[Collection entries]
● ● ● ●

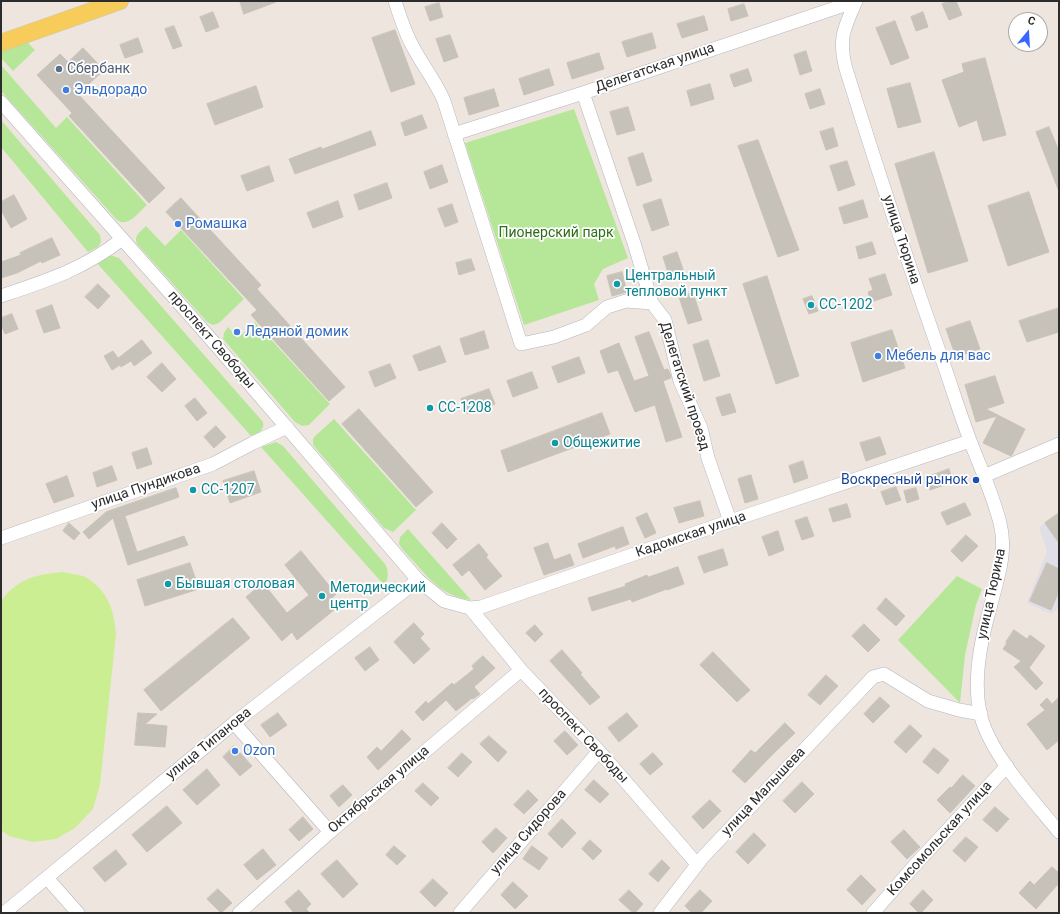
<!DOCTYPE html>
<html>
<head>
<meta charset="utf-8">
<style>
	body { margin:0 }
	#map { position:relative; width:1060px; height:914px; overflow:hidden; background:#eee6de; font-family:Roboto,sans-serif }
	canvas { display:block }
	.frame { position:absolute; inset:0; border:2px solid #2c2c2c; pointer-events:none }
	.north { position:absolute; left:1008px; top:12px; width:40px; height:40px; box-sizing:border-box; background:#fff; border:1px solid #ababab; border-radius:50%; rotate:18deg; font-size:11px; font-weight:700; line-height:16px; text-align:center; color:#2c2c2c }
	.north::after { content:''; display:block; margin:auto; width:14px; height:18px; background:#3a66ff; clip-path:polygon(50% 0,100% 100%,50% 72%,0 100%) }
</style>
</head>
<body>
<div id="map">
<canvas width="1060" height="914"></canvas>
<div class="frame"></div>
<div class="north">С</div>
</div>
<script>
const ctx = document.querySelector('canvas').getContext('2d');
ctx.lineJoin = 'round';
function paint(path, color) { ctx.fillStyle = color; ctx.fill(path, 'evenodd'); }
function trace(path, color, width, dash) { ctx.strokeStyle = color; ctx.lineWidth = width; ctx.lineCap = dash ? 'butt' : 'round'; ctx.setLineDash(dash || []); ctx.stroke(path); }
function write(font, color, halo, rows, align = 'center') {
  ctx.font = font + ' Roboto,sans-serif'; ctx.lineWidth = 3.5; ctx.setLineDash([]); ctx.textBaseline = 'middle'; ctx.strokeStyle = halo; ctx.fillStyle = color; for (const [text, x, y, turn = 0] of rows) {
    ctx.save(); ctx.translate(x, y); ctx.rotate((+turn || 0) * Math.PI / 180); ctx.textAlign = isNaN(turn) ? turn : align; if (halo) ctx.strokeText(text, 0, 0); ctx.fillText(text, 0, 0); ctx.restore();
  }
}
paint(new Path2D(`
	M1059 513V607L1052 614 1027 603 1047 551 1039 527Z`), '#e0dee6');
paint(new Path2D(`
	M27 42 35 50 13 71 1 58V51Z
	M1 65 56 128 67 117 147 205C139 212 128 228 117 220L1 91Z
	M574 109 628 258 603 269 594 284 599 300 524 325 465 143Z
	M1 120 100 235 101 242 98 247 88 252 1 147Z
	M146 226 165 246 181 230 244 299 219 323 213 325 207 322 137 244C133 236 141 231 146 226Z
	M110 255 119 258 263 422C265 431 258 433 251 436L96 262Z
	M255 322 330 404 309 425 302 426 295 422 223 339 224 333 228 327 238 338Z
	M334 419 416 510 393 532 384 528 313 445V439L315 436Z
	M276 442 283 446 385 564C389 571 389 579 384 585L261 447Z
	M408 529 471 600C445 597 431 581 415 563 410 557 403 551 399 544L400 537Z
	M957 576 982 589 976 605 965 655 960 703 898 640Z`), '#b6e798');
paint(new Path2D(`
	M64 572C70 574 79 574 85 577 108 590 114 610 116 634L100 785 93 809 75 828 56 839 33 842 9 836 1 830V602C4 596 8 592 13 588 29 575 44 574 64 572Z`), '#cbee93');
const building = new Path2D(`
	M240 1H276V2L244 14Z
	M950 1H956L962 15 949 20 942 4Z
	M439 3 443 17 430 21 425 7Z
	M744 4 748 16 731 21 728 9Z
	M213 12 219 27 206 32 200 17Z
	M923 12 928 27 916 31 911 17Z
	M704 16 708 30 682 38 677 24Z
	M895 21 909 58 891 65 876 28Z
	M174 26 182 46 173 49 165 29Z
	M395 30 415 84 391 92 372 38Z
	M652 33 656 48 627 57 622 42Z
	M450 35 458 57 444 62 436 39Z
	M138 38 143 52 125 58 120 45Z
	M83 48 104 70 78 94 165 188 149 203 69 116 72 113 37 75 60 54 68 62Z
	M806 51 812 71 800 75 794 55Z
	M599 53 604 69 572 79 567 63Z
	M985 58 1006 135 983 141 977 120 959 127 942 80 964 72 962 64Z
	M549 69 554 85 524 95 519 79Z
	M748 69 752 81 734 87 730 75Z
	M910 83 921 122 898 128 887 89Z
	M710 84 714 99 691 106 687 91Z
	M256 86 263 107 215 125 207 104Z
	M494 89 499 106 469 115 464 98Z
	M820 89 825 104 810 109 805 94Z
	M628 107 635 130 617 135 610 112Z
	M422 115 427 128 405 136 401 123Z
	M1049 127 1059 151 1058 189 1036 132Z
	M833 128 838 146 826 150 820 132Z
	M371 131 376 145 295 174 289 159 321 147 322 149Z
	M758 140 799 250 778 257 738 146Z
	M934 152 968 261 928 273 895 164Z
	M643 153 652 181 637 186 628 158Z
	M847 161 855 185 838 191 830 166Z
	M442 165 448 182 430 189 424 172Z
	M269 166 274 181 247 191 241 176Z
	M387 183 392 198 359 210 354 195Z
	M1029 192 1049 252 1008 266 988 206Z
	M14 195 27 219 11 228 1 210V202Z
	M181 198 261 285 257 289 345 387 329 401 251 315 257 310 166 212Z
	M661 199 669 225 652 231 643 205Z
	M863 200 868 217 844 224 839 208Z
	M338 201 343 217 313 228 307 213Z
	M452 204 458 222 445 227 438 209Z
	M52 238 60 255 42 263 41 261 17 273 1 278V262L21 255 20 253Z
	M872 242 876 254 859 259 856 247Z
	M677 252 685 275 670 279 663 257Z
	M471 259 475 270 459 275 456 263Z
	M622 272 627 292 612 296 607 276Z
	M885 274 892 295 871 302 868 292 873 290 869 279Z
	M767 276 799 376 776 384 743 284Z
	M98 284 110 296 98 309 85 297Z
	M693 293 702 320 688 324 679 297Z
	M812 296 818 311 809 314 803 299Z
	M52 305 60 328 44 333 36 311Z
	M1059 308V332L1027 342 1019 321Z
	M12 314 18 329 5 334 1 324V318Z
	M970 321 980 349 956 357 946 329Z
	M892 330 905 368 863 382 851 343Z
	M484 331 489 348 465 355 460 339Z
	M649 332 664 370 668 369 671 376V378L663 381 682 437 666 442 655 405 635 412 618 370 608 373 600 351 619 343 634 381 649 376 635 337Z
	M142 340 152 353 134 366 131 361 121 367 120 365 112 370 104 356 113 351 118 358Z
	M708 340 720 376 704 381 693 345Z
	M440 346 446 362 419 371 413 356Z
	M579 357 585 373 558 383 552 367Z
	M162 363 176 379 162 392 147 377Z
	M390 364 396 378 375 387 369 372Z
	M532 372 538 388 513 397 507 381Z
	M995 376 1004 403 986 409 1025 429 1012 455 1011 456 983 443 997 416 976 422 965 385Z
	M489 389 495 404 467 414 461 399Z
	M730 394 736 412 722 416 716 398Z
	M195 398 207 413 197 421 185 406Z
	M359 409 433 492 416 507 342 424Z
	M602 413 610 434 508 472 501 451Z
	M216 426 226 437 214 448 204 437Z
	M880 437 886 454 866 461 860 443Z
	M147 448 152 464 137 469 132 453Z
	M803 461 808 478 794 483 789 466Z
	M112 466 117 480 97 487 93 473Z
	M949 469 953 482 930 490 925 478Z
	M254 471 261 492 230 503 223 481Z
	M751 475 758 499 745 503 738 479Z
	M67 476 74 496 54 503 46 484Z
	M896 487 901 500 886 505 881 492Z
	M176 488 179 497 125 516 137 552 184 536 188 545 128 565 113 518 89 539 83 532 106 512Z
	M916 488 919 499 907 503 904 491Z
	M700 501 704 516 679 523 674 508Z
	M965 503 971 515 947 525 941 513Z
	M847 504 851 517 833 522 829 509Z
	M647 513 656 533 645 538 636 518Z
	M1059 513V543L1045 523Z
	M807 517 814 536 802 540 795 521Z
	M69 523 80 533 74 540 63 531Z
	M442 523 457 539 447 549 432 533Z
	M623 527 629 544 616 549 615 546 583 558 578 544Z
	M778 531 784 550 769 556 762 537Z
	M966 535 978 546 962 562 951 551Z
	M548 543 554 560 570 554 574 565 544 575 534 548Z
	M479 544 488 555 486 557 502 576 485 590 469 570 462 576 453 565Z
	M723 549 728 565 704 573 698 557Z
	M301 551 336 594 328 602 334 610 297 640 292 632 282 641 246 597 263 583 287 613 309 595 285 565Z
	M190 563 199 589 145 606 137 580Z
	M1047 563 1059 569V591L1051 610 1030 601Z
	M678 567 684 584 667 590V589L632 602 631 599 592 611 588 598 626 586 625 584 647 575 648 577Z
	M886 598 905 616 896 626 877 609Z
	M233 618 250 638 161 711 144 690Z
	M414 623 424 634 420 638 430 649 414 664 394 642Z
	M864 624 880 640 868 652 852 636Z
	M535 625 543 634 535 642 526 633Z
	M1014 630 1027 639 1030 635 1045 646 1029 668 1043 683 1036 690 1014 667 1021 661 1003 649 1007 643 1006 642Z
	M370 647 379 660 365 671 355 658Z
	M562 650 582 673 580 674 600 697 590 705 550 661Z
	M713 652 750 690 737 702 700 665Z
	M483 656 495 668 474 687 480 694 473 699 472 698 456 711 446 700 423 721 415 712 426 701 428 704 452 683 454 685 474 669 472 666Z
	M826 675 838 686 820 705 808 695Z
	M880 697 890 706 873 723 864 714Z
	M1059 697V740L1047 750 1027 724 1045 710 1040 705 1047 698 1052 704Z
	M138 713 157 714 145 724 167 726 165 747 135 745Z
	M278 713 287 725 270 737 261 725Z
	M627 713 638 726 619 742 608 728Z
	M785 723 795 733 773 754 745 783 732 771 751 750 755 753Z
	M910 725 922 736 906 753 894 742Z
	M402 730 411 739 378 770 367 757 377 747 381 751Z
	M565 731 578 745 567 755 554 741Z
	M489 736 507 752 498 762 480 744Z
	M234 746 252 766 240 776 223 757Z
	M934 748 949 760 938 774 923 762Z
	M462 753 472 762 458 777 448 768Z
	M653 753 663 764 650 775 640 764Z
	M207 769 220 785 197 805 183 790Z
	M963 775 975 786 950 813 937 800 950 787 951 788Z
	M594 780 609 794 600 803 585 790Z
	M802 782 814 794 795 813 783 801Z
	M423 783 439 798 431 806 415 791Z
	M343 785 352 795 339 807 330 796Z
	M528 790 538 800 524 814 514 805Z
	M710 800 721 811 703 829 692 817Z
	M167 806 182 823 147 852 132 835Z
	M995 807 1009 819 997 832 983 820Z
	M303 817 313 829 299 841 289 830Z
	M562 819 576 833 562 848 548 834Z
	M496 828 507 838 493 853 482 842Z
	M904 830 920 847 907 859 891 842Z
	M754 833 766 845 748 864 736 852Z
	M966 837 978 847 965 862 953 851Z
	M590 840 602 851 593 860 582 849Z
	M394 846 406 856 397 865 386 855Z
	M532 846 548 858 539 870 523 859Z
	M263 849 276 865 257 880 244 865Z
	M116 850 127 864 105 882 93 868Z
	M337 860 358 884 343 898 321 874Z
	M662 860 670 868 658 882 649 874Z
	M1052 867 1059 873V883L1036 909 1019 893 1030 881 1034 885Z
	M861 875 876 890 862 905 847 890Z
	M433 879 448 893 435 907 420 892Z
	M513 882 528 896 515 909 501 895Z
	M218 889 232 903 221 913 207 899Z
	M299 890 311 904 306 909 310 913H294L285 902Z
	M629 890 643 904 635 913H633L619 900Z
	M700 890 712 901 701 913H692L685 906Z
	M923 890 933 900 921 913H919L910 904Z`);
paint(building, '#c6c1b9');
trace(building, '#cac2b7', 1);
const minor = new Path2D(`
	M395 1C400 17 405 33 413 47 423 66 436 82 444 101L521 344 554 337 586 325 607 307 626 301 652 303
	M856 1C844 28 838 39 846 69 877 168 909 267 944 365 953 391 961 417 971 443 981 469 993 495 1000 523 1008 553 996 583 989 612 980 644 973 680 980 713 989 753 1033 800 1059 832
	M583 93 634 243 652 303 665 320 680 381 701 428 708 458 730 521
	M1 102 209 337 418 580 444 601 470 608 481 607 730 521 970 441
	M454 134 583 93 856 1
	M1 296C46 281 84 269 122 239
	M984 476 1059 444
	M1 538 213 464 253 443 287 427
	M470 608 521 670 599 751 697 864
	M234 723 330 832
	M47 878 78 913
	M4 913 234 723 418 580
	M239 913 330 832 521 670
	M460 913 599 751
	M660 913 703 857 873 677 884 674 928 701 959 710 981 714
	M873 913 914 866 1007 766`);
const major = new Path2D(`
	M1 43 120 1`);
trace(minor, '#b2b5c0', 14);
trace(major, '#c8c8c8', 18);
trace(minor, '#fff', 13);
trace(major, '#f7cc5a', 17);
for (const [x, y, r, color] of [
	[59,69,4,"#5c6f8a"],
	[66,90,4,"#3f7fe0"],
	[178,224,4,"#3f7fe0"],
	[617,284,4,"#0f9aa8"],
	[811,305,4,"#0f9aa8"],
	[237,332,4,"#3f7fe0"],
	[878,356,4,"#3f7fe0"],
	[430,408,4,"#0f9aa8"],
	[555,443,4,"#0f9aa8"],
	[976,480,4,"#1a4fb4"],
	[193,490,4,"#0f9aa8"],
	[168,584,4,"#0f9aa8"],
	[322,596,4,"#0f9aa8"],
	[235,751,4,"#3f7fe0"]
]) { const dot = new Path2D(); dot.arc(x, y, r, 0, 2 * Math.PI); ctx.fillStyle = color; ctx.fill(dot); trace(dot, '#fff', 1.5); }
write('14px', '#2c2c2c', '#fff', [
	["Делегатская улица",655,68,-19],
	["улица Тюрина",901,240,72],
	["проспект Свободы",211,340,49],
	["Делегатский проезд",684,386,72],
	["улица Пундикова",146,487,-19],
	["Кадомская улица",691,535,-19],
	["улица Тюрина",992,594,-78],
	["проспект Свободы",583,736,47],
	["улица Типанова",209,744,-39],
	["Октябрьская улица",379,790,-40],
	["улица Малышева",764,792,-47],
	["улица Сидорова",529,832,-49],
	["Комсомольская улица",940,839,-48]
]);
write('14px', '#4e5e75', '#fff', [
	["Сбербанк",67,69]
], 'left');
write('14px', '#366cbe', '#fff', [
	["Эльдорадо",74,90],
	["Ромашка",186,224],
	["Ледяной домик",245,332],
	["Мебель для вас",886,356],
	["Ozon",243,751]
], 'left');
write('14px', '#2d6d17', '#fff', [
	["Пионерский парк",556,233]
]);
write('14px', '#0d838f', '#fff', [
	["Центральный",625,276],
	["тепловой пункт",625,292],
	["СС-1202",819,305],
	["СС-1208",438,408],
	["Общежитие",563,443],
	["СС-1207",201,490],
	["Бывшая столовая",176,584],
	["Методический",330,588],
	["центр",330,604]
], 'left');
write('14px', '#164399', '#fff', [
	["Воскресный рынок",968,480]
], 'right');
</script>
</body>
</html>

● ● ● ●

Find the word "setLineDash" in the entries and show each line where it is found.

function trace(path, color, width, dash) { ctx.strokeStyle = color; ctx.lineWidth = width; ctx.lineCap = dash ? 'butt' : 'round'; ctx.setLineDash(dash || []); ctx.stroke(path); }
  ctx.font = font + ' Roboto,sans-serif'; ctx.lineWidth = 3.5; ctx.setLineDash([]); ctx.textBaseline = 'middle'; ctx.strokeStyle = halo; ctx.fillStyle = color; for (const [text, x, y, turn = 0] of rows) {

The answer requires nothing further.